### ASSIGNMENT
Write out exactly, please, every line from the beginning of the entries to the line holding "I am building", and no pictures.

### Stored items

··········

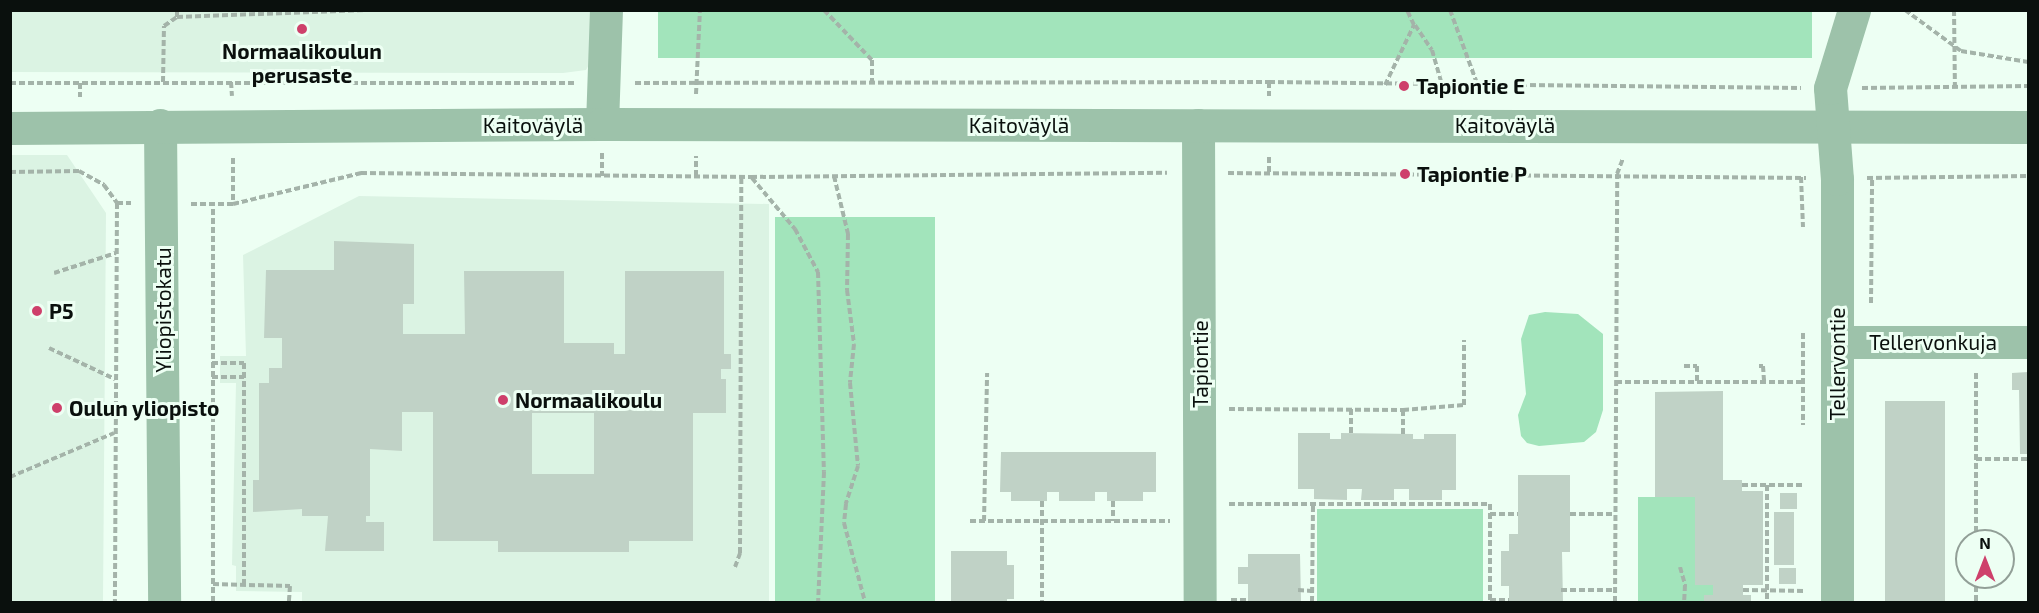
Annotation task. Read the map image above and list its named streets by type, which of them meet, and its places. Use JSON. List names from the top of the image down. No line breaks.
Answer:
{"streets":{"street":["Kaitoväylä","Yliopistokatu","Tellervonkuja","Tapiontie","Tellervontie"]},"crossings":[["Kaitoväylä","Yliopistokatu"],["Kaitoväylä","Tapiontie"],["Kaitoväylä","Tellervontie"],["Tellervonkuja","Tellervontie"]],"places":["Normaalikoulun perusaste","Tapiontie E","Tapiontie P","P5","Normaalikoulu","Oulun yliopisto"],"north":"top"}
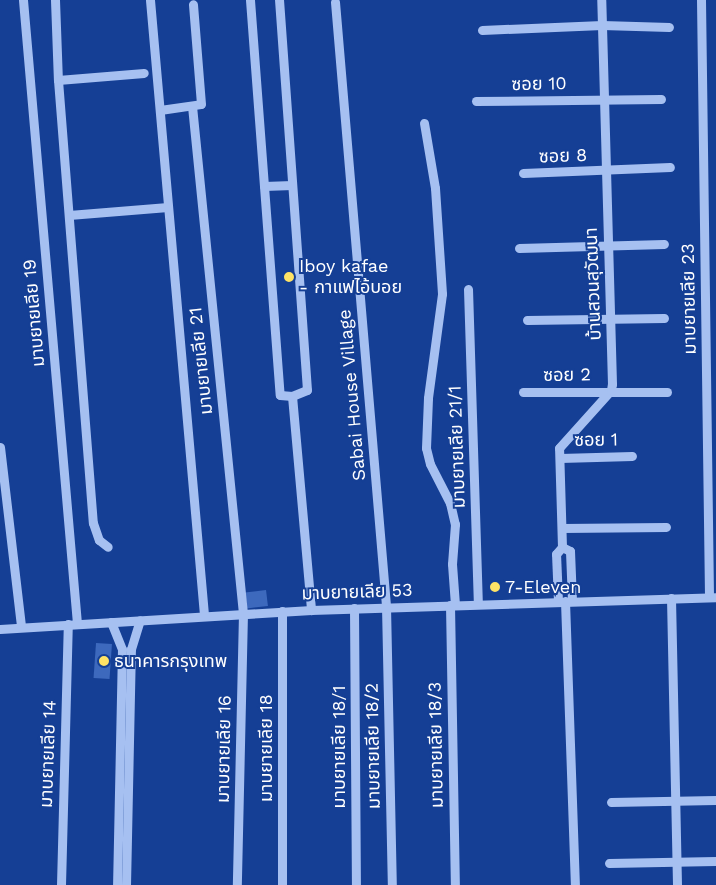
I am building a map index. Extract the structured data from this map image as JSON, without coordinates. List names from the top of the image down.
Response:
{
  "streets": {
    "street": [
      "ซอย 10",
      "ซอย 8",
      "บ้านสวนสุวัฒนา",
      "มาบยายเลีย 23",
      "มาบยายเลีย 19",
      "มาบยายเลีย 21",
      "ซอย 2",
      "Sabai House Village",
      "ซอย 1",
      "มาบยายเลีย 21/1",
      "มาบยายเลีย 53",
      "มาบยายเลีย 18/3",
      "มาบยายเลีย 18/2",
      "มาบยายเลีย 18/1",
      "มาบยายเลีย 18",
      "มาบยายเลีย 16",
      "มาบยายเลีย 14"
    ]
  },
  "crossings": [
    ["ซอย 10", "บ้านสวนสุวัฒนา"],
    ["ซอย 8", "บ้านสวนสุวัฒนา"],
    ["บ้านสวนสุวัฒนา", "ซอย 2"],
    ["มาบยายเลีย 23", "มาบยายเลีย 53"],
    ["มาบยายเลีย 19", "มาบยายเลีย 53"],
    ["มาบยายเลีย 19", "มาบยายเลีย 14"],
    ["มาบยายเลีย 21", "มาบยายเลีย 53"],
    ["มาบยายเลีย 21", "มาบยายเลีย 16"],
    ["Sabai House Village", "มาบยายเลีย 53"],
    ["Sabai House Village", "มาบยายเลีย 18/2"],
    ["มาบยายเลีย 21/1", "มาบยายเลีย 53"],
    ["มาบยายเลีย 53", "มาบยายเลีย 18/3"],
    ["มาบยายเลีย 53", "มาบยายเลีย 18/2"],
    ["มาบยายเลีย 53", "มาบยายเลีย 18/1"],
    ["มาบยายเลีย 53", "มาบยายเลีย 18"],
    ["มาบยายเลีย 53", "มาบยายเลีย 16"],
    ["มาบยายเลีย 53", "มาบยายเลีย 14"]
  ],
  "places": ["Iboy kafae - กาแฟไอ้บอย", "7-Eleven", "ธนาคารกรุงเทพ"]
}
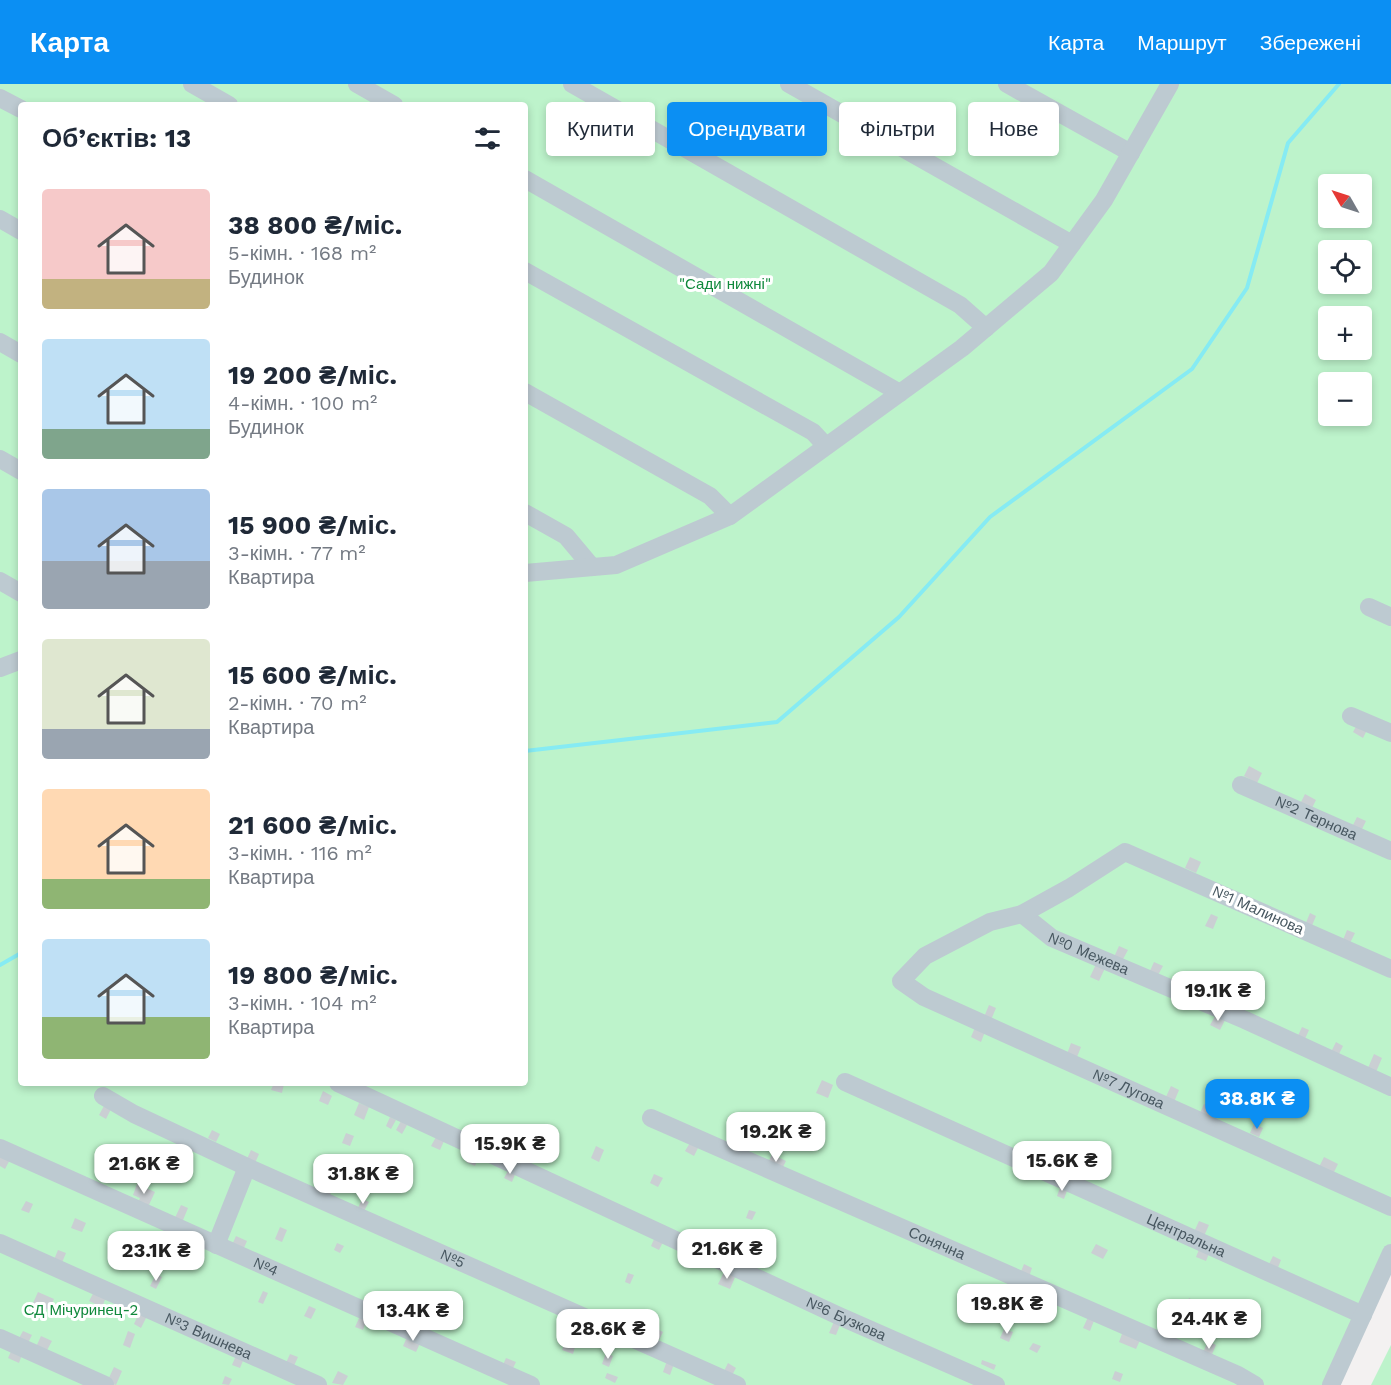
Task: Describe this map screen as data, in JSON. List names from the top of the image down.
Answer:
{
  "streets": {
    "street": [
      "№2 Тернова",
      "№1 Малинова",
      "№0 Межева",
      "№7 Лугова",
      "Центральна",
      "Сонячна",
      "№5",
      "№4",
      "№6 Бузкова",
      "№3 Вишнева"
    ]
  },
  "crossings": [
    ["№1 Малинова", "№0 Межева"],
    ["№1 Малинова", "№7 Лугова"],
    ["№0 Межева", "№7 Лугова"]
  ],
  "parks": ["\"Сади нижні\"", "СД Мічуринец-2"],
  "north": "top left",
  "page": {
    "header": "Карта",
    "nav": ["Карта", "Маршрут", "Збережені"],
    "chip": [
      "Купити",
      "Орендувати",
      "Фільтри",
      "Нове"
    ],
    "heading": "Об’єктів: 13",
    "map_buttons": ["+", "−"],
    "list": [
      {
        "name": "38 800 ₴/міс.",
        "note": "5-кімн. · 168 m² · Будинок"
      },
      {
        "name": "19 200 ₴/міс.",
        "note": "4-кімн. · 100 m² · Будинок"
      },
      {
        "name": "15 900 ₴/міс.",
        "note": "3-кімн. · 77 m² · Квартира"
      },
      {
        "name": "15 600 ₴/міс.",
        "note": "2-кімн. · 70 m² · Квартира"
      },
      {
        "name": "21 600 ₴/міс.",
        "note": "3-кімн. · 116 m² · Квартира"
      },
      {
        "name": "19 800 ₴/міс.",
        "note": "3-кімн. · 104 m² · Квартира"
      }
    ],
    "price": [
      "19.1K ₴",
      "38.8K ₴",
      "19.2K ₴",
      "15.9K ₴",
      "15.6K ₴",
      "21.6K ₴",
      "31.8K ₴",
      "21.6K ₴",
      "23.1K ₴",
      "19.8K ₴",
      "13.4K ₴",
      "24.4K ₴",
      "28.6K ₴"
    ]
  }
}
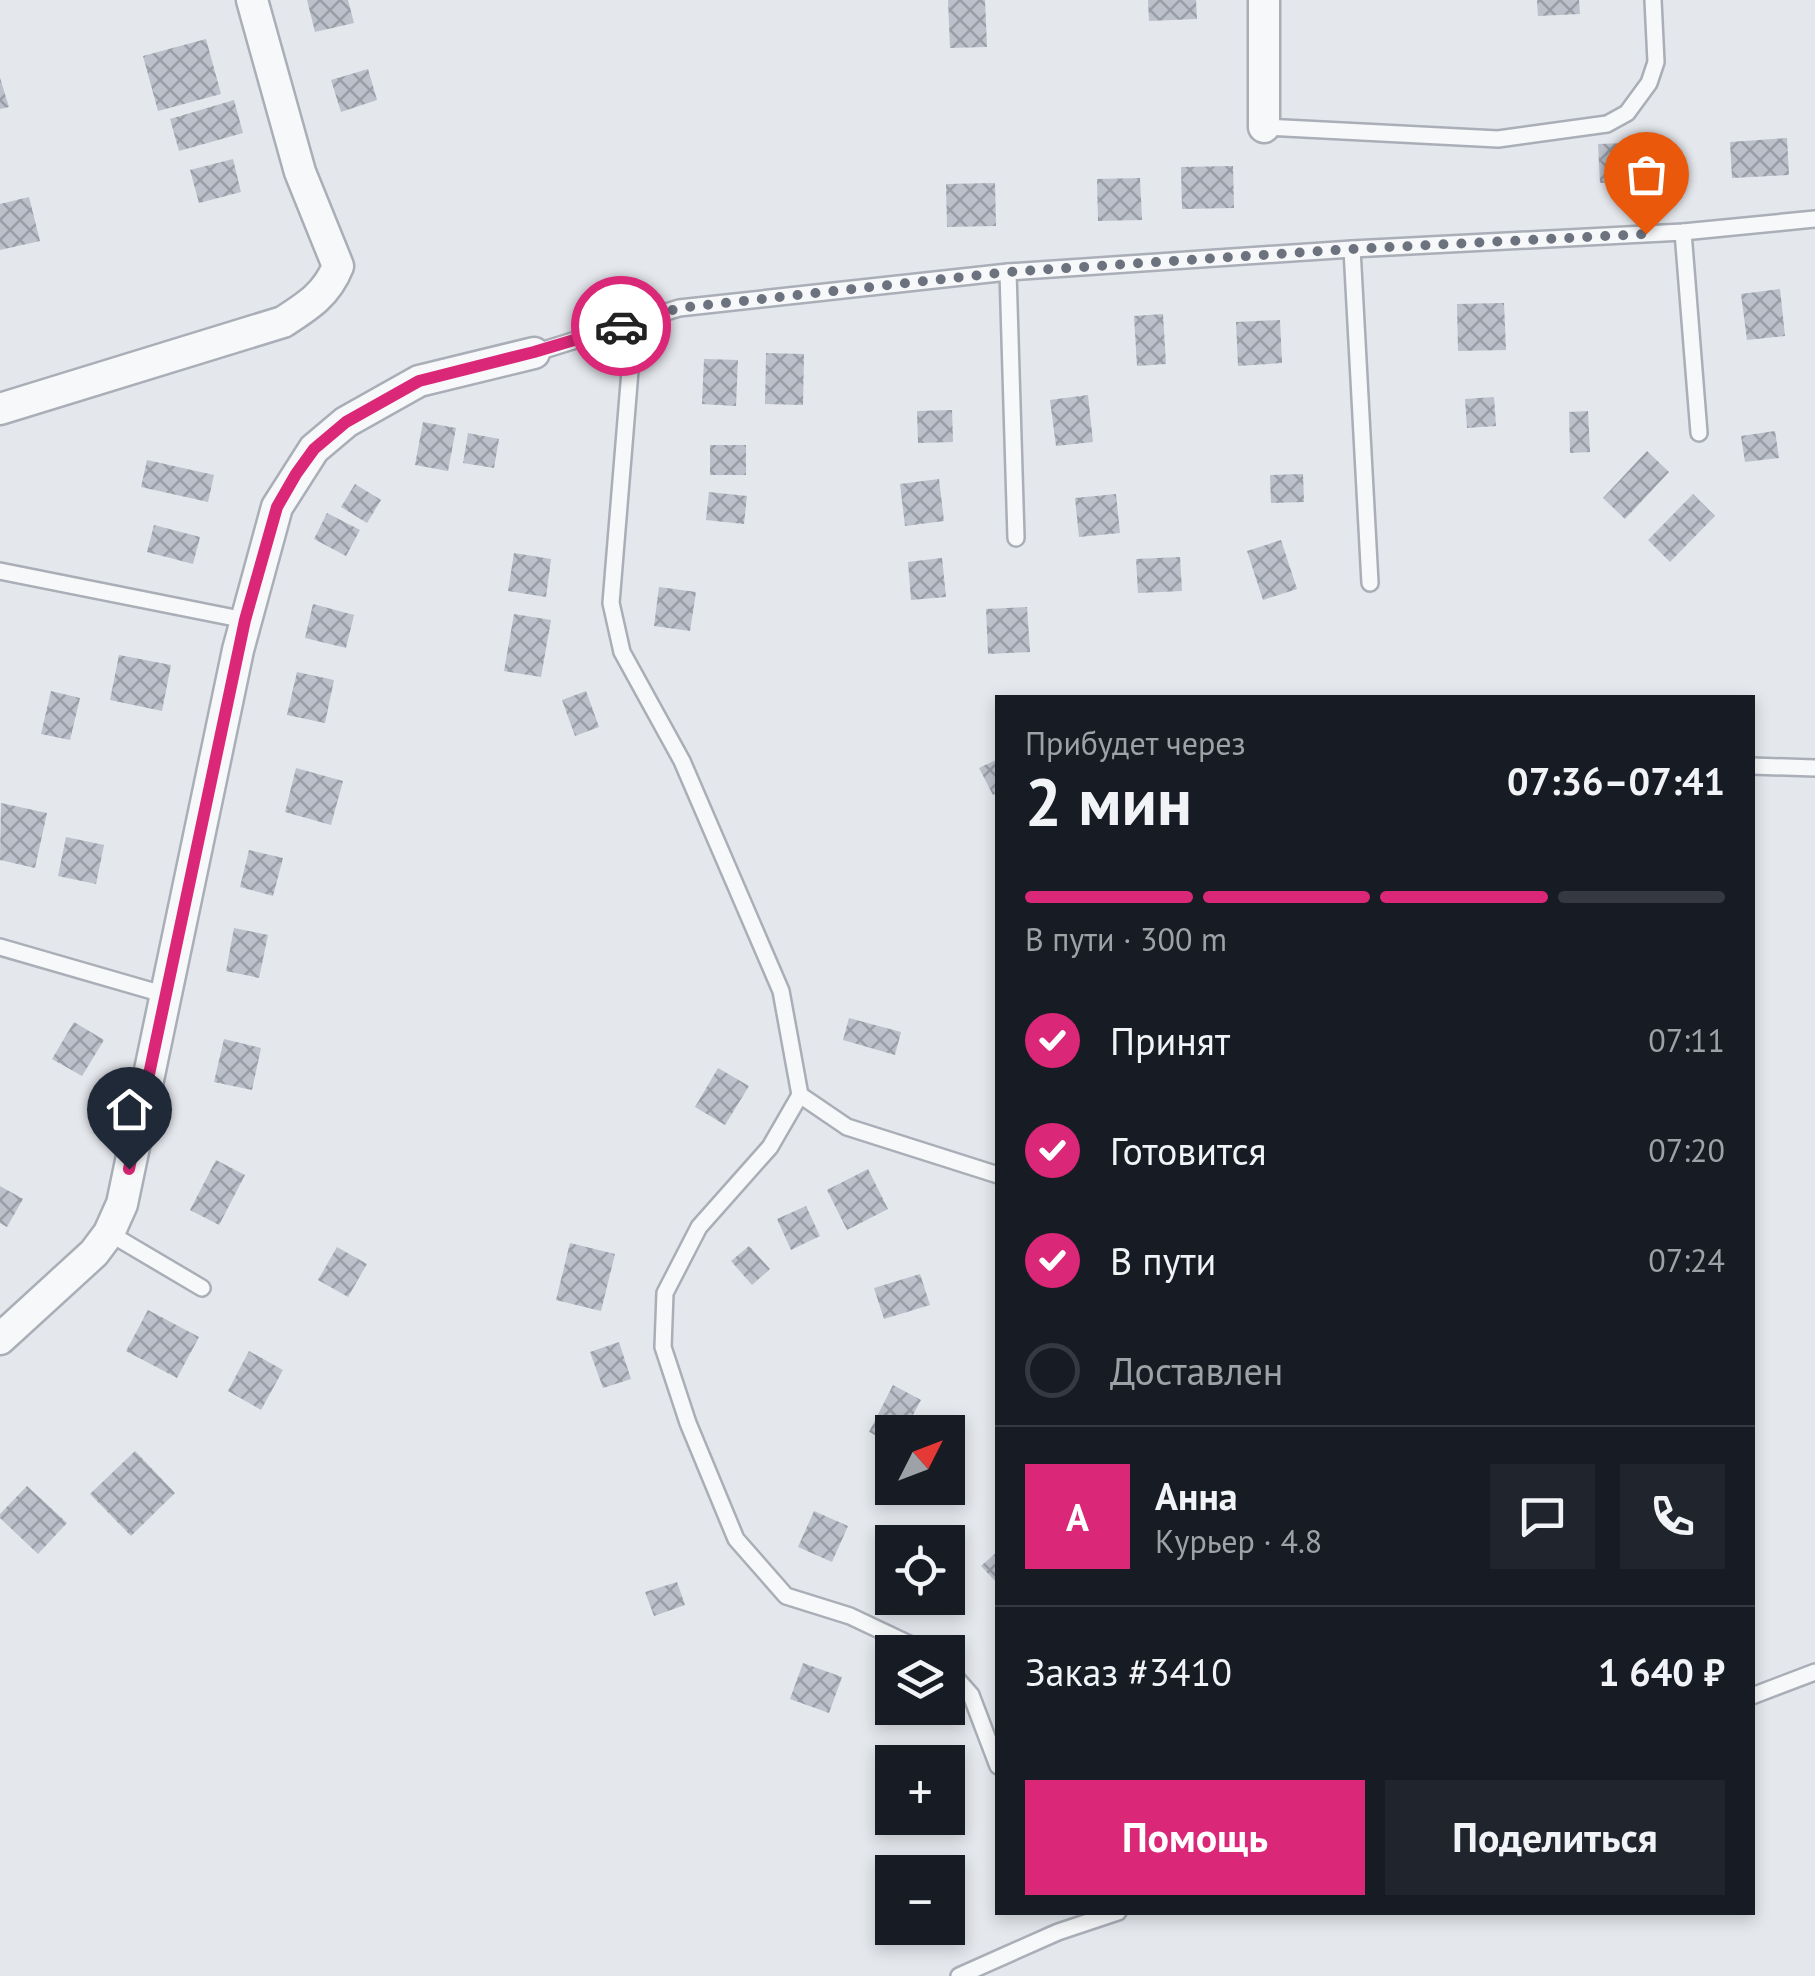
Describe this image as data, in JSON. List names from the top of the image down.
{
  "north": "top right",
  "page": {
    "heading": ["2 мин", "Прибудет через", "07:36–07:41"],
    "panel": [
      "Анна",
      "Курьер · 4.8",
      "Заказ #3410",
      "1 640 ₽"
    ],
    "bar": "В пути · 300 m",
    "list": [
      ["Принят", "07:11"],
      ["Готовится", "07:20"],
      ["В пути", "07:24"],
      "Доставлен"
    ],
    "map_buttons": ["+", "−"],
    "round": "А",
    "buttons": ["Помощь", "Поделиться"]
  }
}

··········

### OUTPUT FOR THIS TASK
Annotation task. Read the map image above and list its named streets by type, which of them meet, and its places. Use JSON. List names from the top of the image down. No line breaks.
Answer:
{"streets":{"street":["Kaitoväylä","Yliopistokatu","Tellervonkuja","Tapiontie","Tellervontie"]},"crossings":[["Kaitoväylä","Yliopistokatu"],["Kaitoväylä","Tapiontie"],["Kaitoväylä","Tellervontie"],["Tellervonkuja","Tellervontie"]],"places":["Normaalikoulun perusaste","Tapiontie E","Tapiontie P","P5","Normaalikoulu","Oulun yliopisto"],"north":"top"}
I am building a map index. Extract the structured data from this map image as JSON, without coordinates. List names from the top of the image down.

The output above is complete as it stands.